(Saved entries)
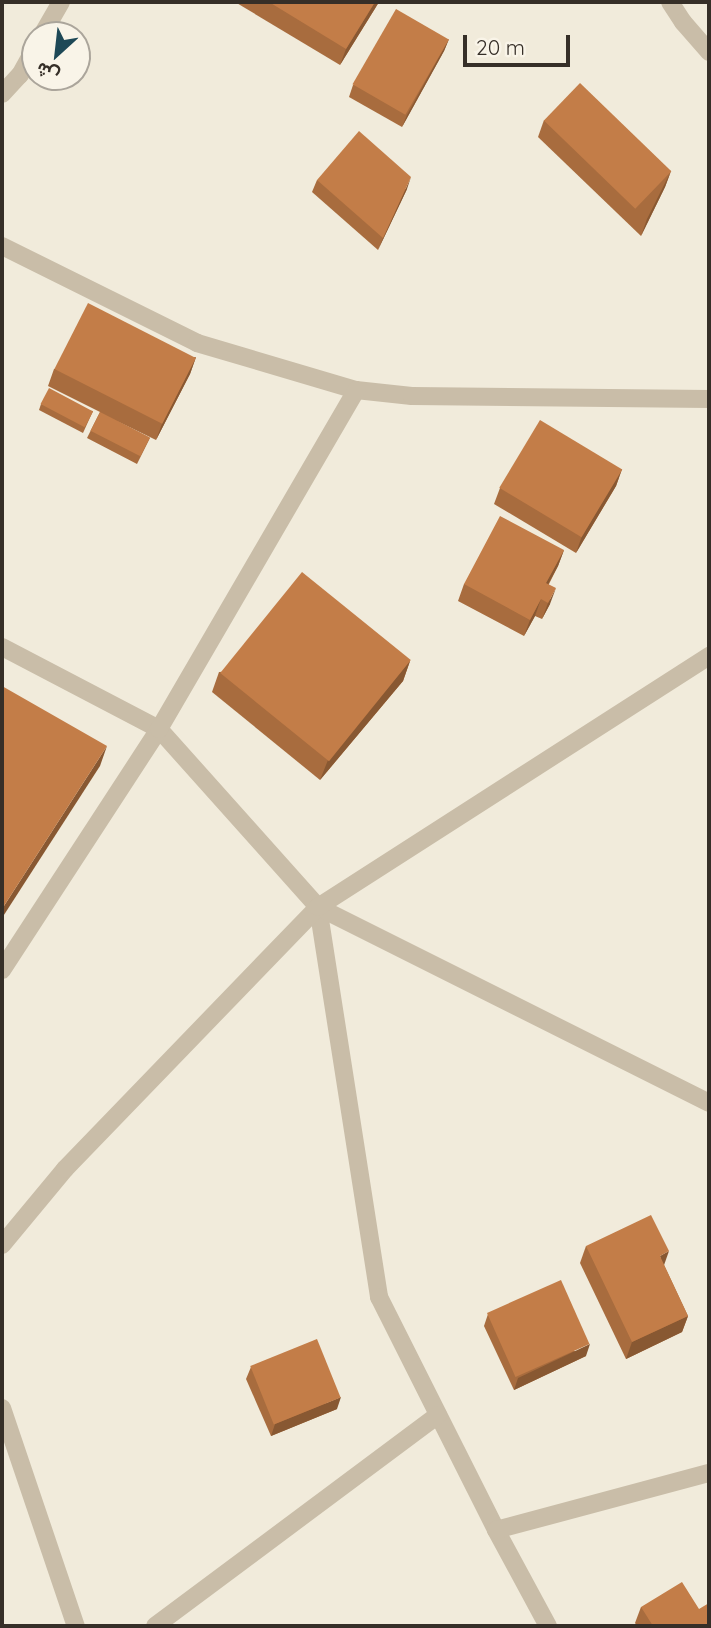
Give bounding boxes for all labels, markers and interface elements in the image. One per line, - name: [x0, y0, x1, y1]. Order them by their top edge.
- north arrow: [21, 21, 91, 91]
- scale bar: [466, 21, 573, 65]
- text: 20 m: [476, 34, 525, 60]
- text: ش: [32, 57, 63, 89]

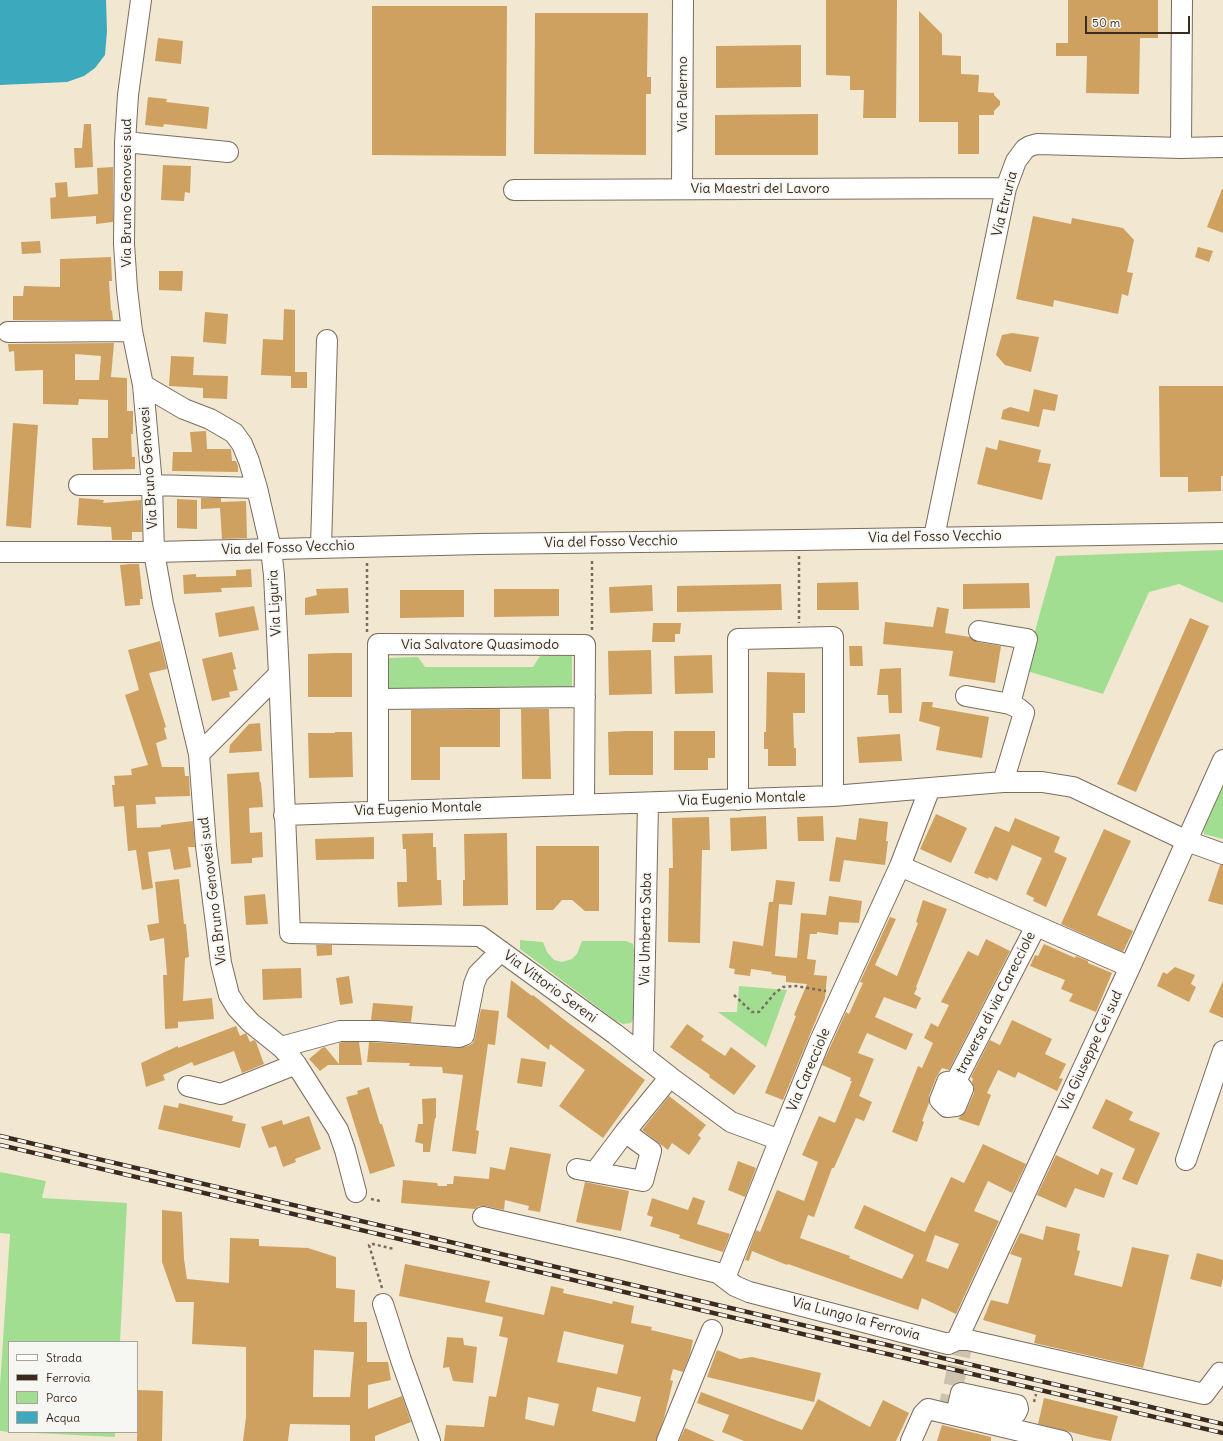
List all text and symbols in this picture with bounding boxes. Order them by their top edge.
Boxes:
scale bar [1087,8,1192,34]
text: 50 m [1092,15,1120,30]
street label: Via Palermo [675,56,691,132]
street label: Via Bruno Genovesi sud [119,118,135,268]
street label: Via Etruria [989,170,1021,238]
street label: Via Maestri del Lavoro [690,181,830,197]
street label: Via Bruno Genovesi [136,406,162,530]
street label: Via del Fosso Vecchio [868,527,1002,547]
street label: Via del Fosso Vecchio [544,532,678,552]
street label: Via del Fosso Vecchio [221,537,355,559]
street label: Via Liguria [265,569,285,637]
street label: Via Salvatore Quasimodo [401,637,559,653]
street label: Via Eugenio Montale [678,788,806,810]
street label: Via Eugenio Montale [354,798,482,820]
street label: Via Bruno Genovesi sud [196,816,230,966]
street label: Via Umberto Saba [637,872,655,986]
street label: traversa di via Carecciole [953,929,1039,1077]
street label: Via Vittorio Sereni [500,947,600,1027]
street label: Via Giuseppe Cei sud [1056,988,1126,1114]
street label: Via Carecciole [784,1026,834,1114]
street label: Via Lungo la Ferrovia [790,1294,922,1344]
legend [8,1341,138,1433]
text: Strada [46,1350,82,1365]
text: Ferrovia [46,1370,90,1385]
text: Parco [46,1390,77,1405]
text: Acqua [46,1410,80,1425]

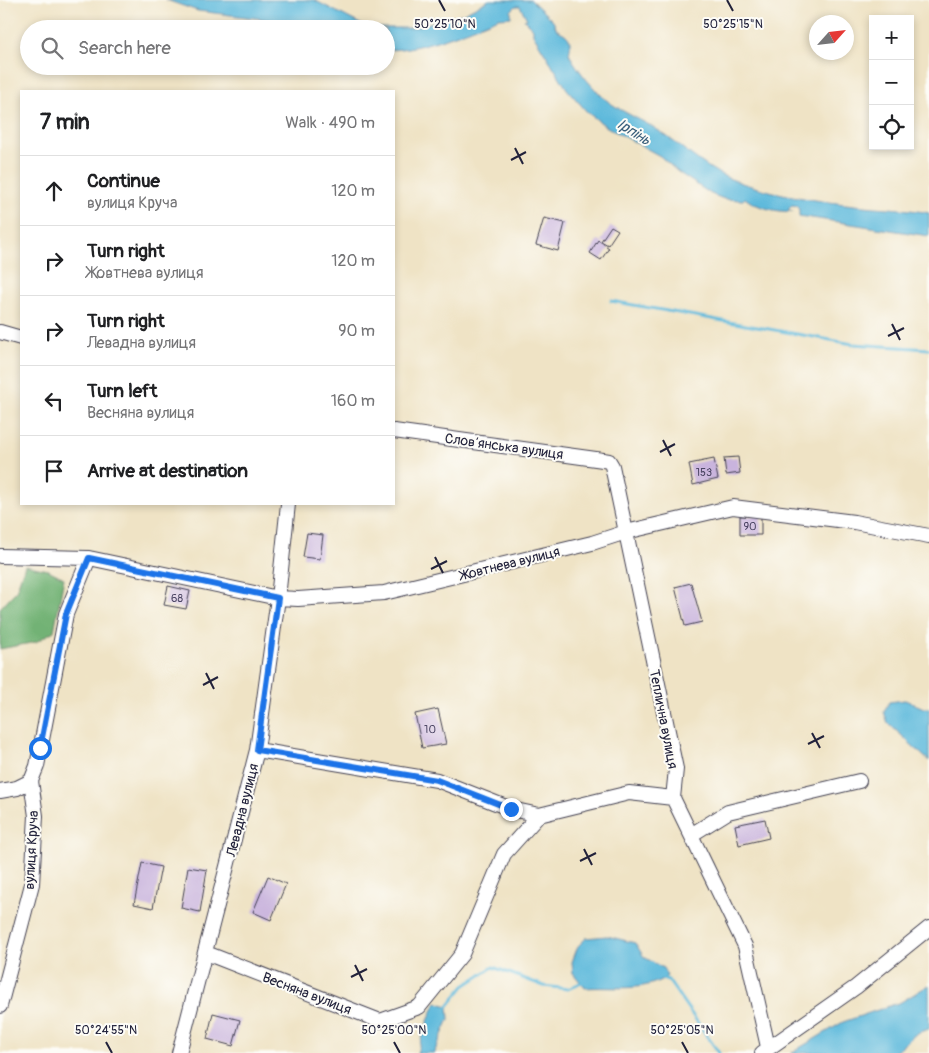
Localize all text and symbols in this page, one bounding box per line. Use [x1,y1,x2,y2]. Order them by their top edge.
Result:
north arrow [809,15,854,60]
map controls [869,15,914,150]
button: + [869,15,914,60]
text: 50°25'10"N [414,17,476,32]
text: 50°25'15"N [703,17,763,32]
search box [20,20,395,75]
icon: search [38,34,66,62]
text: Search here [78,36,171,60]
button: − [869,60,914,105]
button: locate [869,105,914,150]
text: 7 min [40,109,90,136]
text: Walk · 490 m [285,113,375,133]
water label: Ірпінь [613,115,654,150]
text: Continue [87,169,160,193]
icon: ahead [40,177,68,205]
text: 120 m [331,181,375,201]
text: вулиця Круча [87,193,177,213]
text: Turn right [87,239,165,263]
icon: right [40,247,68,275]
text: 120 m [331,251,375,271]
text: Жовтнева вулиця [87,263,204,283]
text: Turn right [87,309,165,333]
icon: right [40,317,68,345]
text: 90 m [338,321,375,341]
text: Левадна вулиця [87,333,196,353]
text: Turn left [87,379,157,403]
icon: left [40,387,68,415]
text: 160 m [331,391,375,411]
text: Весняна вулиця [87,403,194,423]
street label: Словʼянська вулиця [444,430,564,463]
icon: arrive [40,457,68,485]
text: Arrive at destination [87,459,248,483]
house number: 153 [696,466,712,479]
house number: 90 [743,520,757,533]
street label: Жовтнева вулиця [457,543,562,585]
house number: 68 [171,592,183,605]
street label: Теплична вулиця [646,668,681,770]
house number: 10 [424,723,436,736]
route start [29,737,52,760]
street label: Левадна вулиця [222,762,262,859]
route end [500,798,523,821]
street label: вулиця Круча [21,810,42,890]
street label: Весняна вулиця [260,969,354,1018]
text: 50°24'55"N [75,1023,137,1038]
text: 50°25'00"N [362,1023,426,1038]
text: 50°25'05"N [650,1023,714,1038]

◆ Try it: Reproduce the data verbatim and omit each image.

◆ Output below:
Give bounding boxes for all labels, markers and interface elements in the image. One per line, - name: [x0, y0, x1, y1]. Order them by their top edge.
- north arrow: [21, 21, 91, 91]
- scale bar: [466, 21, 573, 65]
- text: 20 m: [476, 34, 525, 60]
- text: ش: [32, 57, 63, 89]

List all text and symbols in this picture with bounding boxes. Order them by their top edge.
Boxes:
scale bar [1087,8,1192,34]
text: 50 m [1092,15,1120,30]
street label: Via Palermo [675,56,691,132]
street label: Via Bruno Genovesi sud [119,118,135,268]
street label: Via Etruria [989,170,1021,238]
street label: Via Maestri del Lavoro [690,181,830,197]
street label: Via Bruno Genovesi [136,406,162,530]
street label: Via del Fosso Vecchio [868,527,1002,547]
street label: Via del Fosso Vecchio [544,532,678,552]
street label: Via del Fosso Vecchio [221,537,355,559]
street label: Via Liguria [265,569,285,637]
street label: Via Salvatore Quasimodo [401,637,559,653]
street label: Via Eugenio Montale [678,788,806,810]
street label: Via Eugenio Montale [354,798,482,820]
street label: Via Bruno Genovesi sud [196,816,230,966]
street label: Via Umberto Saba [637,872,655,986]
street label: traversa di via Carecciole [953,929,1039,1077]
street label: Via Vittorio Sereni [500,947,600,1027]
street label: Via Giuseppe Cei sud [1056,988,1126,1114]
street label: Via Carecciole [784,1026,834,1114]
street label: Via Lungo la Ferrovia [790,1294,922,1344]
legend [8,1341,138,1433]
text: Strada [46,1350,82,1365]
text: Ferrovia [46,1370,90,1385]
text: Parco [46,1390,77,1405]
text: Acqua [46,1410,80,1425]

Localize all text and symbols in this page, one bounding box per line. Use [x1,y1,x2,y2]. Order them by their top edge.
Result:
north arrow [809,15,854,60]
map controls [869,15,914,150]
button: + [869,15,914,60]
text: 50°25'10"N [414,17,476,32]
text: 50°25'15"N [703,17,763,32]
search box [20,20,395,75]
icon: search [38,34,66,62]
text: Search here [78,36,171,60]
button: − [869,60,914,105]
button: locate [869,105,914,150]
text: 7 min [40,109,90,136]
text: Walk · 490 m [285,113,375,133]
water label: Ірпінь [613,115,654,150]
text: Continue [87,169,160,193]
icon: ahead [40,177,68,205]
text: 120 m [331,181,375,201]
text: вулиця Круча [87,193,177,213]
text: Turn right [87,239,165,263]
icon: right [40,247,68,275]
text: 120 m [331,251,375,271]
text: Жовтнева вулиця [87,263,204,283]
text: Turn right [87,309,165,333]
icon: right [40,317,68,345]
text: 90 m [338,321,375,341]
text: Левадна вулиця [87,333,196,353]
text: Turn left [87,379,157,403]
icon: left [40,387,68,415]
text: 160 m [331,391,375,411]
text: Весняна вулиця [87,403,194,423]
street label: Словʼянська вулиця [444,430,564,463]
icon: arrive [40,457,68,485]
text: Arrive at destination [87,459,248,483]
house number: 153 [696,466,712,479]
house number: 90 [743,520,757,533]
street label: Жовтнева вулиця [457,543,562,585]
house number: 68 [171,592,183,605]
street label: Теплична вулиця [646,668,681,770]
house number: 10 [424,723,436,736]
route start [29,737,52,760]
street label: Левадна вулиця [222,762,262,859]
route end [500,798,523,821]
street label: вулиця Круча [21,810,42,890]
street label: Весняна вулиця [260,969,354,1018]
text: 50°24'55"N [75,1023,137,1038]
text: 50°25'00"N [362,1023,426,1038]
text: 50°25'05"N [650,1023,714,1038]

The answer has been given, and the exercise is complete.